A ex-aluna, que chega ao espectador como “uma mulher problemática” nas palavras da própria protagonista, é apenas um sinal do que está por vir. Um vislumbre da verdadeira Tár descortinada quando se percebe que a tal Krista é um sintoma recorrente da doença que acomete aquela mulher inicialmente inatingível. Quando surge uma jovem violoncelista promissora, os paralelos tornam-se indissociáveis e Krista, que jamais tem seu rosto revelado, é absorvida por aquela que vem a ser mais uma peça do complexo quebra-cabeça chamado Lydia Tár. Não que o roteiro faça questão de julgá-la, pois fica evidente que tal papel é transferido para nós espectadores. A jornada aqui é de desconstrução, acompanhando Lydia Tár em sua trajetória do apogeu para o fundo do poço, da morada dos deuses, para o inferno do escracho público.

Tecnicamente, a produção reflete essa decadência moral e psicológica da personagem, aos poucos trocando os suntuosos cenários dos teatros e auditórios europeus por ambientes rústicos e empobrecidos. A fotografia, nunca saturada demais, permanece imutável frente aos acontecimentos, como se fosse o único elemento a verdadeiramente ecoar o interior de Tár como indivíduo. O véu acinzentado que insiste em cobrir os interiores claramente dessaturados de Berlim é complementado por um clima hostil (subjetiva e praticamente) no terceiro ato quando o céu insistentemente nublado irrompe numa chuva torrencial que acaba de vez com o glamour de Lydia, mesmo que ela nunca tenha demonstrado importar-se de fato com a opulência que lhe acompanhava.

Também há espaço para sutilezas e a mais notável de todas talvez seja o momento em que Lydia, contrariada diante de um evento desnorteador, resolve extravasar seu tumulto interior numa academia de boxe. A sacada, todavia, reside na forma como a mulher desfere seus golpes no saco de pancadas, no ritmo da quinta sinfonia de Beethoven, ilustrando como até em momentos mais primitivos a Música (produto do controle do tempo/ritmo) rege o comportamento de Tár. E o som, ápice técnico de uma produção que já se mostrava superlativa no âmbito criativo, contribui para guiar nosso entendimento da psique de Lydia. Seja por meio da supracitada sequência de boxe ou pelas espetaculares passagens musicais, o departamento sonoro cumpre com louvor a intrincada missão de dar materialidade ao momento de descontrole emocional da maestro. O já citado som do metrônomo, o zumbido advindo da geladeira e outros elementos sonoros são sempre justificados diegeticamente, mas ganham vida mesmo na significação projetada (ou deduzida) pelo espectador.

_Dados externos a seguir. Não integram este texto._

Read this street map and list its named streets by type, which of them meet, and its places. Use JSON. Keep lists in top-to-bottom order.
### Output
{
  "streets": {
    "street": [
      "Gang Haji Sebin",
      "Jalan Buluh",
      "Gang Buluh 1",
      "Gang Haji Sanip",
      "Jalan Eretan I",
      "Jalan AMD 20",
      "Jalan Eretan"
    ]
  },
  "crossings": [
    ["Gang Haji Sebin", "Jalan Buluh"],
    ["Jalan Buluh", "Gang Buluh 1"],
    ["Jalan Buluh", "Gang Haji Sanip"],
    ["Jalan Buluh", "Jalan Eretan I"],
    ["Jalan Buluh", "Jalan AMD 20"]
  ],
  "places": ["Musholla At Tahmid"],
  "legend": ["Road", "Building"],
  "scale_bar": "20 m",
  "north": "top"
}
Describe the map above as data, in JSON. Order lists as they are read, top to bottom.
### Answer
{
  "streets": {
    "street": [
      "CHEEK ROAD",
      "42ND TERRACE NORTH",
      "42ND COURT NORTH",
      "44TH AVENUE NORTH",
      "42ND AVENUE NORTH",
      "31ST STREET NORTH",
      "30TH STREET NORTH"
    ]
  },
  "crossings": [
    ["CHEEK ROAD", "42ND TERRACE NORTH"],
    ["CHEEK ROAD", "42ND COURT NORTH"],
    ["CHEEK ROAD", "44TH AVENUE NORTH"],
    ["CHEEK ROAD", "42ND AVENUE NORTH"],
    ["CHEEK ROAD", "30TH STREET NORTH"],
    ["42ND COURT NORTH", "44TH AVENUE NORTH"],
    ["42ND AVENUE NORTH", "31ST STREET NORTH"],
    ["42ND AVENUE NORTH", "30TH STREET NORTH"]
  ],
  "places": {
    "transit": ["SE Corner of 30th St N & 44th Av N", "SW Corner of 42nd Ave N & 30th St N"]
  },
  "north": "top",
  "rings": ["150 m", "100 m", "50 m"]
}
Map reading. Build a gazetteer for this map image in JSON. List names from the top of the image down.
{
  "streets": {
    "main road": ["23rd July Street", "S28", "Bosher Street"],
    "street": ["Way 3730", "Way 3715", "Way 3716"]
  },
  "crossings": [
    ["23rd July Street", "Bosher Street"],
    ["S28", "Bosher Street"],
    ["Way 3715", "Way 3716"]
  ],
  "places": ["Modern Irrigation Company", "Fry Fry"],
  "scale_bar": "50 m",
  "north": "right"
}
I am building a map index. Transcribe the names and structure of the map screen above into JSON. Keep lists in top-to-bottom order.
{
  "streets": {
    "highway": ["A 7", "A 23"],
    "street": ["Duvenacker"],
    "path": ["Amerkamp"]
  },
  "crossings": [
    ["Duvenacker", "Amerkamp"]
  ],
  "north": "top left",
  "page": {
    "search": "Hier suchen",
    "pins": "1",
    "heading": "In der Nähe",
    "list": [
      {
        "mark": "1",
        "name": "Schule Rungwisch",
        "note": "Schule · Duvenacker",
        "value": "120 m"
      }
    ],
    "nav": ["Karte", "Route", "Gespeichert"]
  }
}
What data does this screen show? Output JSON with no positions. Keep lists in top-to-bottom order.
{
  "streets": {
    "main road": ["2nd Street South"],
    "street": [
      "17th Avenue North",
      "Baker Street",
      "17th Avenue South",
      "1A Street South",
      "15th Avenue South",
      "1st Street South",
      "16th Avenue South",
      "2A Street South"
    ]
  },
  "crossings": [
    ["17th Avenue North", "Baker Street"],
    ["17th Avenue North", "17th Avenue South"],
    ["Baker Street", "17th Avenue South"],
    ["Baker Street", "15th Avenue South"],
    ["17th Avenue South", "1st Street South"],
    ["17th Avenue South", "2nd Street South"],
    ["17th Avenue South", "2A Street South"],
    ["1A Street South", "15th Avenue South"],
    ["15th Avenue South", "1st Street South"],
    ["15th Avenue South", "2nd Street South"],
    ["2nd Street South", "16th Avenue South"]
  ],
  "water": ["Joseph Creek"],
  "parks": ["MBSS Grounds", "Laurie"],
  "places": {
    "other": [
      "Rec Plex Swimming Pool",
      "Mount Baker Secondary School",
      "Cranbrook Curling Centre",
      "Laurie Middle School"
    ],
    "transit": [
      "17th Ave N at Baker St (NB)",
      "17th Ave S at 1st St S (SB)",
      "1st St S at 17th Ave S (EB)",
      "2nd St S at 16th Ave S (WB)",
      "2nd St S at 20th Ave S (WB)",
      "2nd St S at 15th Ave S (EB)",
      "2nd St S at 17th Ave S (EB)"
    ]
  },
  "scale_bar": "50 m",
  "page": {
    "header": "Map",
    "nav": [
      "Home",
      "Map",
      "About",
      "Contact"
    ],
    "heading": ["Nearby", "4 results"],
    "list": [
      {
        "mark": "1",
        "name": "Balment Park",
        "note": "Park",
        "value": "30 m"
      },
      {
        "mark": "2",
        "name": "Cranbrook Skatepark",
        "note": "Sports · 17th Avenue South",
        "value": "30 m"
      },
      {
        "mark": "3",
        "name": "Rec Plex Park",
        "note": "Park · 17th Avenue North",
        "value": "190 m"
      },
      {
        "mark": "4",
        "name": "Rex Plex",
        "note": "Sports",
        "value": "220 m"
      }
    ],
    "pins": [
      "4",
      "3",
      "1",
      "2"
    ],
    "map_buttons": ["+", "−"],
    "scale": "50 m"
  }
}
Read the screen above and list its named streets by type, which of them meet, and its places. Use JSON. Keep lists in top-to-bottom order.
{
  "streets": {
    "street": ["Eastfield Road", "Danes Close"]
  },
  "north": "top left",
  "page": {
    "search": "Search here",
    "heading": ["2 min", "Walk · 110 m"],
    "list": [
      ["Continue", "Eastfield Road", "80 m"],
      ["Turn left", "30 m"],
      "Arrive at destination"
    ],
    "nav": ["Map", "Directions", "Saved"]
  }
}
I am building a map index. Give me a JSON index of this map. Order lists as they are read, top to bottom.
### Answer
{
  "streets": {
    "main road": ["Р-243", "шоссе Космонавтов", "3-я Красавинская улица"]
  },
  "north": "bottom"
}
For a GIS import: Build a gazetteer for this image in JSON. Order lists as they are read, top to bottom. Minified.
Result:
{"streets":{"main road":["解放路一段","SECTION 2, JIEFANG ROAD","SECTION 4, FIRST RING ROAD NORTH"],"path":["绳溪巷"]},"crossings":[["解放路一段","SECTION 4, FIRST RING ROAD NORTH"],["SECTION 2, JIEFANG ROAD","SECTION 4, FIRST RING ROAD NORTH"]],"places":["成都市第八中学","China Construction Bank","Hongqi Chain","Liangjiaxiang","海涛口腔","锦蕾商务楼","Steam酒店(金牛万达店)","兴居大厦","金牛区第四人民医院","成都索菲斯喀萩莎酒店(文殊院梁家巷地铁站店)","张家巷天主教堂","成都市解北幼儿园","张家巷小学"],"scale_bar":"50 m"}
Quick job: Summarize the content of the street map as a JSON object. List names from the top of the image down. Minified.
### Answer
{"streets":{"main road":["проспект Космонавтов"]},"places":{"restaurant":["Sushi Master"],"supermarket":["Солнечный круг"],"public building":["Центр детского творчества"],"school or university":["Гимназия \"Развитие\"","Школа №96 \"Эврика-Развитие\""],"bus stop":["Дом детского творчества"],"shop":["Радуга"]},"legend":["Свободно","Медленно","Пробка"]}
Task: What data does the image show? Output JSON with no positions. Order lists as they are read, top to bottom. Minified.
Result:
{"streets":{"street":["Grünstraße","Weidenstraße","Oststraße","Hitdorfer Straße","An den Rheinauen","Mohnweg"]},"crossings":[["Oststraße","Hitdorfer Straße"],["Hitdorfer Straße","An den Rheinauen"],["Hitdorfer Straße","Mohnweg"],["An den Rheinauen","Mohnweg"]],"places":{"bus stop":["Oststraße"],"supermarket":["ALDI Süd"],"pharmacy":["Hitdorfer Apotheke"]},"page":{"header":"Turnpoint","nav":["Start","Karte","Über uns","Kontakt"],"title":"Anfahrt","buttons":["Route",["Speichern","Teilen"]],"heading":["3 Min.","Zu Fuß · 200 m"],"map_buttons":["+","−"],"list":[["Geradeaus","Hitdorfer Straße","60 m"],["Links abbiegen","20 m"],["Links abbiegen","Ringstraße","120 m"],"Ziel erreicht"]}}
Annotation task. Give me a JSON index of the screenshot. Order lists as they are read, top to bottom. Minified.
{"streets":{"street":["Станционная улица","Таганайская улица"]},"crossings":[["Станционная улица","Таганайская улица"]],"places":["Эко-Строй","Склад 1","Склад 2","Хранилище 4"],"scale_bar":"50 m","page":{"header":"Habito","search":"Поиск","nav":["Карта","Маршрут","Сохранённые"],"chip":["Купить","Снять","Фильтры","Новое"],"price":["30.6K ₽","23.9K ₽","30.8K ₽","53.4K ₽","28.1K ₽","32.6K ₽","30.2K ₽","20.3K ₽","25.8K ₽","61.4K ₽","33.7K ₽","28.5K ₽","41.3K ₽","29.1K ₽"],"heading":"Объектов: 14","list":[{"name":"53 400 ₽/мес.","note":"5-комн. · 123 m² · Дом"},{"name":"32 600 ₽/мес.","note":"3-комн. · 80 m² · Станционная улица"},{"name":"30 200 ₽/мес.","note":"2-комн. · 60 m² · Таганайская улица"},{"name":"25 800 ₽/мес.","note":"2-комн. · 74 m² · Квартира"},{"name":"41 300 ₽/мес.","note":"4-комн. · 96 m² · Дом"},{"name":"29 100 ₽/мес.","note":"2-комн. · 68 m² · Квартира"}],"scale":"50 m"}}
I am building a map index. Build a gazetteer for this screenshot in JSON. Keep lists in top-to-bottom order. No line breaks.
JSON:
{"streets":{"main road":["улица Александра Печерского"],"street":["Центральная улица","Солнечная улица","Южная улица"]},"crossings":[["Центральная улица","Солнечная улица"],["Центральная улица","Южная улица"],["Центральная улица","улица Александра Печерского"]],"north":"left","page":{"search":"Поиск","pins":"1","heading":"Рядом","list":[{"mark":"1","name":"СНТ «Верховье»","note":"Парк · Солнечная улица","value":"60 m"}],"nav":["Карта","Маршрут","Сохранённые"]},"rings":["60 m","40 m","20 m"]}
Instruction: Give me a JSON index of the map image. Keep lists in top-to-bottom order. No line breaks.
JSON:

Por fim, Todd Field executa a proeza de conduzir o filme com a mesma destreza exibida ao escrevê-lo. A prova definitiva de que o cineasta domina a mise-en-scène, por exemplo, é a longa cena sem cortes em que, durante uma aula, Tár assume diferentes posições de acordo com o estágio do debate que mantém com um aluno, numa espécie de xadrez verbal encenado com perfeição. Começando a frente da turma (de costas para nós), ela se movimenta livremente pelo cenário, sendo seguida pela câmera por diferentes ângulos até finalmente se aproximar ao ponto de quase encostar seu rosto na lente, no exato instante em que conclui o processo de destruição da argumentação do jovem. É uma criação cuidadosa que exige disciplina por conta de Field e Blanchett, ilustrando a paciência e a inteligência de Tár enquanto professora.

Paciente e complexo como sua protagonista, TÁR é uma experiência densa e fascinante capitaneada por uma artista no auge de sua forma, estabelecendo seu diretor, de uma vez por todas, como um dos grandes nomes de sua geração mesmo tendo apenas três filmes em seu currículo. Que Todd Field não demore mais dezesseis anos para lançar seu próximo projeto.